Significance is measured by:

  • \(\alpha = P(H_1\|H_0)\) is the the significance value. Probability to reject \(H_0\) by error, where in fact it was true (type I error). It is often set at 5%
  • p-value: probability that you would get the same results by chance, when \(H_0\) is true. If the \(p\)-value is lower than \(\alpha\), we accept \(H_1\)
  • \(\beta = P(H_0\|H_1)\) is the probability of failing to reject \(H_0\) when there was actually a change (type II error). It is often set at 20%.
  • \(1 - \beta\) is the sensitivity aka recall. Probability to correctly detect a change when there was indeed one. It is often set at 80%.
  • Effect size, aka practical difference is the minimum effect that you want to observe (e.g. +2% in click-through rate). Cohen’s \(d\) is a standardized measure of the effect size.
  • Minimim sample size is the minimum number of observations needed to be able to conclude to a significant difference, given an effect size.

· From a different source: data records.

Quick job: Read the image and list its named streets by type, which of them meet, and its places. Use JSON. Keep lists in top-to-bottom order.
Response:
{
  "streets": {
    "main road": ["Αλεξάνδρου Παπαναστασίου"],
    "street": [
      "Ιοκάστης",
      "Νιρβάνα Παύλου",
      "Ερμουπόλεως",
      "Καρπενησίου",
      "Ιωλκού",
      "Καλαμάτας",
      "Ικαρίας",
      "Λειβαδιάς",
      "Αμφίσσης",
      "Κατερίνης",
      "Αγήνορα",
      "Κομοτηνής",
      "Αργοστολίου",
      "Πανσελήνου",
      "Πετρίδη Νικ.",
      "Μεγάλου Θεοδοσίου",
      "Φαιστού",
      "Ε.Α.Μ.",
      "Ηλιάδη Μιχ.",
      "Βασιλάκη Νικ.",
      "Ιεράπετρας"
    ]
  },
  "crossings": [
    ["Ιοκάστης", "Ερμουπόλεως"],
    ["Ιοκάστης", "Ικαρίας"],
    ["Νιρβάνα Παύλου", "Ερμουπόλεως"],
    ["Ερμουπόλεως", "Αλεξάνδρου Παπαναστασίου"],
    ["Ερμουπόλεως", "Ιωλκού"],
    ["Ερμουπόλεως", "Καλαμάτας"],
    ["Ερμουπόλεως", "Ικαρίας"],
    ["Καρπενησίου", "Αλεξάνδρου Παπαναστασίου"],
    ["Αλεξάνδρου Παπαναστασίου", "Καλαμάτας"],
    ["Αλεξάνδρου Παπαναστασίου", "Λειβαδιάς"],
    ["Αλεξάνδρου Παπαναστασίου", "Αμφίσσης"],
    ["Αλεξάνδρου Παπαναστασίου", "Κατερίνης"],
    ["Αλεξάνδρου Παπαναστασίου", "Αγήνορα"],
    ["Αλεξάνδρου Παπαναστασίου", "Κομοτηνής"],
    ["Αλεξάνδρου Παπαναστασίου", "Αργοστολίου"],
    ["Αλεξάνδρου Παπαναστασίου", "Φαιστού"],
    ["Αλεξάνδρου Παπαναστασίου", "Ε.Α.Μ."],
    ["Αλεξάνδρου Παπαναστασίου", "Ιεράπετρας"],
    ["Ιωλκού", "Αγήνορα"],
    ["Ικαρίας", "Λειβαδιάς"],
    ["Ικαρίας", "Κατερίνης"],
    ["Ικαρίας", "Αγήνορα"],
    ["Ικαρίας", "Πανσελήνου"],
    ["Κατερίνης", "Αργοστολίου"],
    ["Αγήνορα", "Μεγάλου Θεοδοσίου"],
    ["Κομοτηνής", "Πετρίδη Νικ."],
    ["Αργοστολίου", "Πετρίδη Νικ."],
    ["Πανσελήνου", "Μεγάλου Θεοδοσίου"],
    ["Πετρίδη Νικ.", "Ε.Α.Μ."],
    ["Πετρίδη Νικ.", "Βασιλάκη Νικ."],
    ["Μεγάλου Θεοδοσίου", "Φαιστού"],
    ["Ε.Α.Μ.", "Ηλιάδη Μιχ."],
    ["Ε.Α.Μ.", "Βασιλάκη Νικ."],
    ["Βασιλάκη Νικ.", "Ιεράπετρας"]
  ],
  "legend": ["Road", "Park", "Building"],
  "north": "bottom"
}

The smaller the effect size needed, the greater the minimum sample size will be.
# Import libraries
import numpy as np
import seaborn as sns
import matplotlib.pyplot as plt
import scipy.stats as st
sns.set()
# Summary graph
fig, ax = plt.subplots(2, 1, figsize=(12,12))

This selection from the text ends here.